Así seguimos un par de cuadras más, con la lluvia densa e impertinente sobre nuestras cabezas, con el inexistente frío debido. Ella negándose y yo mordiendo sus labios sin permiso, confundiendo su saliva con el agua constante, saboreando su lengua, su piel en explosiones. Siempre me gustaron los besos bajo la lluvia.
Hasta que vi a la señora parada en la vereda.
Y, aunque en un primer momento no me había dado cuenta, porque la lluvia se esforzó en ocultarme numerosos detalles, se me aceleró el pulso porque para la señora la lluvia no parecía existir.
El primer detalle fue el de la escoba. La señora barría. Barría, como barriendo un patio de casa grande, un día de sol, barriendo las hojas secas de un árbol viejo. Pero allí estaba, barriendo nada, barriendo agua, para ningún lado. No había hojas, no había sol; sólo la imposible lluvia esa que ya estaba comenzando a asustarme. El agua corría y corría, imparable, incontrolable, entre las baldosas, entre sus pies, entre las cerdas de la escoba, hacia la calle, hacia la cloaca. Y ella barría como si no le importara, como si practicara barrer algo, como si estuviese loca.

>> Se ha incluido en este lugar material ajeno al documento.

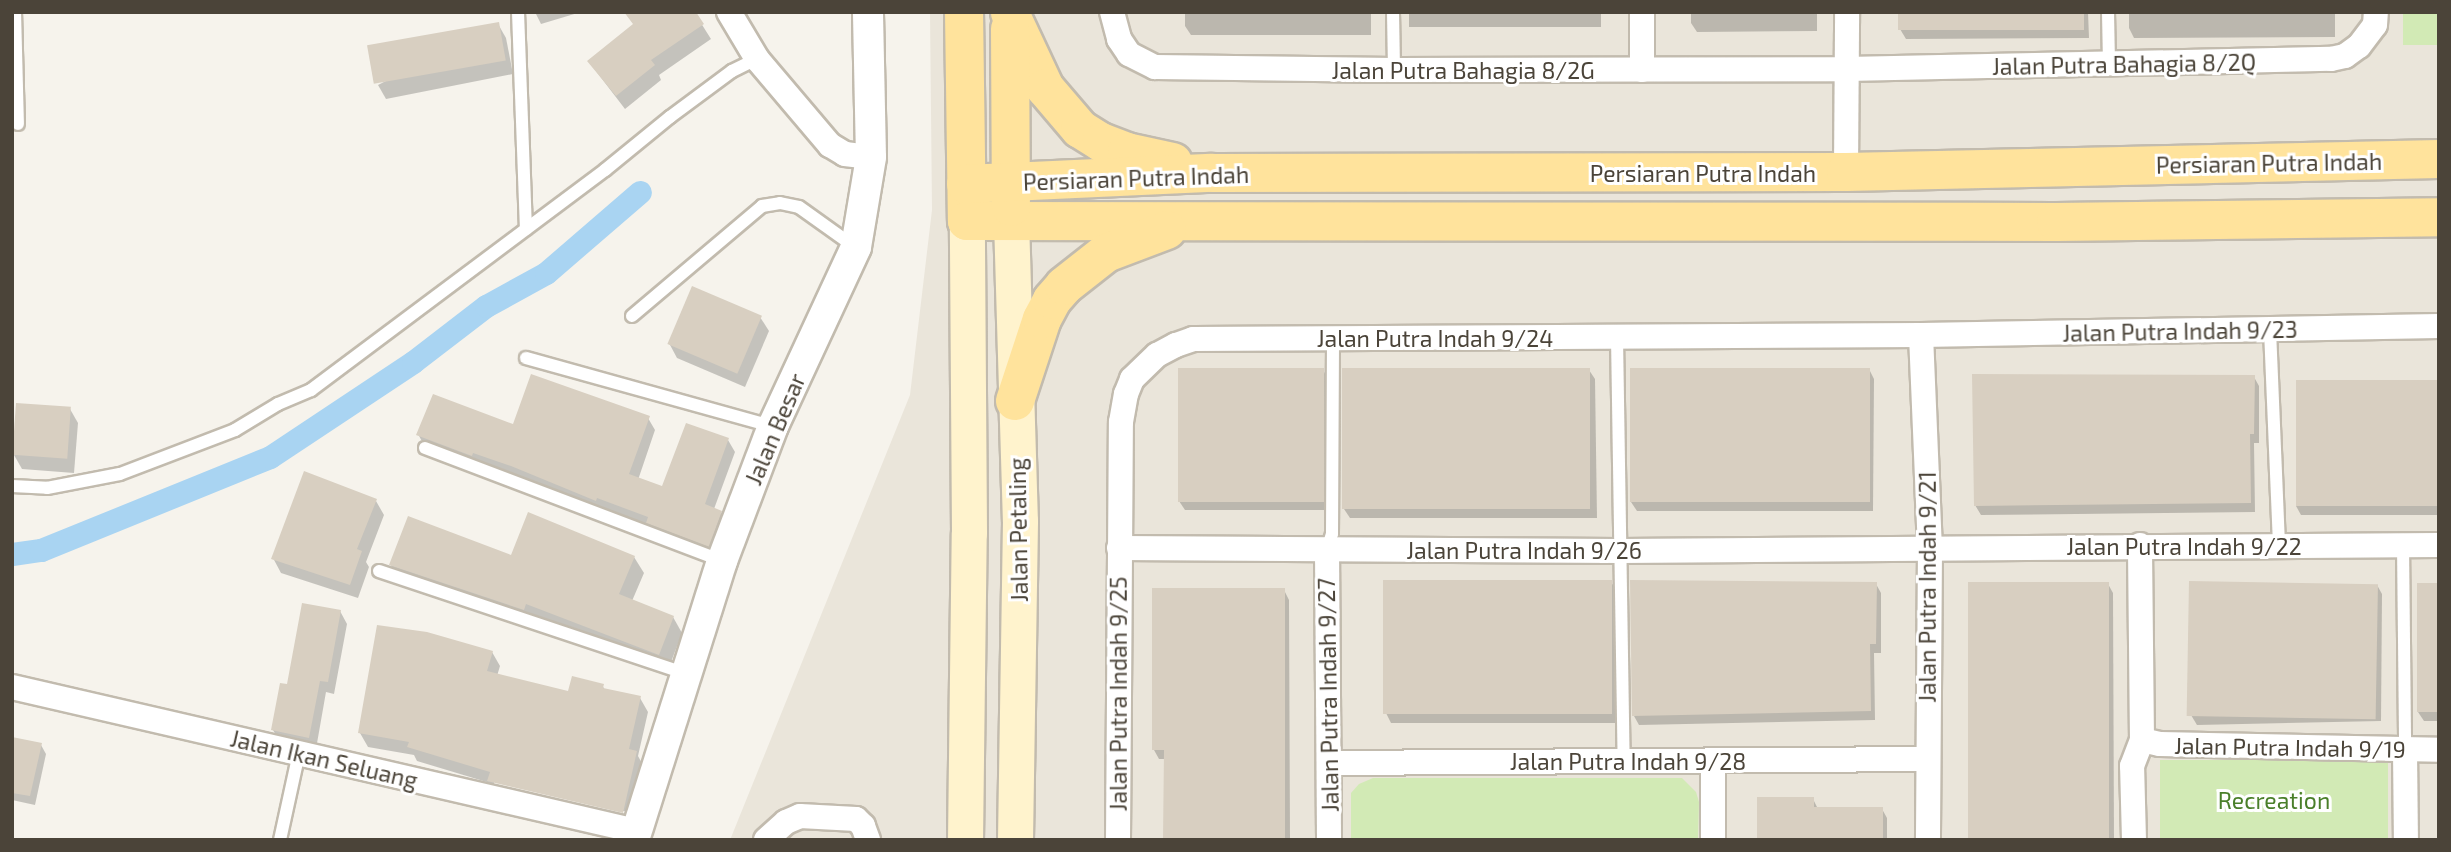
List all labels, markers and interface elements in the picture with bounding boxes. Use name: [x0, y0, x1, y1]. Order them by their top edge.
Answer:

Después, su rostro. La señora no encogía los ojos, no hacía ningún esfuerzo por ver. Estaba casi seguro de que ella nos habría visto a las cuadras de distancia y nosotros recién a los tres metros.
Entonces… ¿Era ella quien no veía nuestra lluvia? ¿O nosotros no veíamos su sol?
Además, su paciencia. Nosotros nos sabíamos condenados a la lluvia, a la caminata de cuadras en la búsqueda de aquello que necesitábamos. Pero la señora estaba en la vereda de su casa, con la puerta todavía abierta, con el vestido de vieja completamente empapado, barriendo y barriendo.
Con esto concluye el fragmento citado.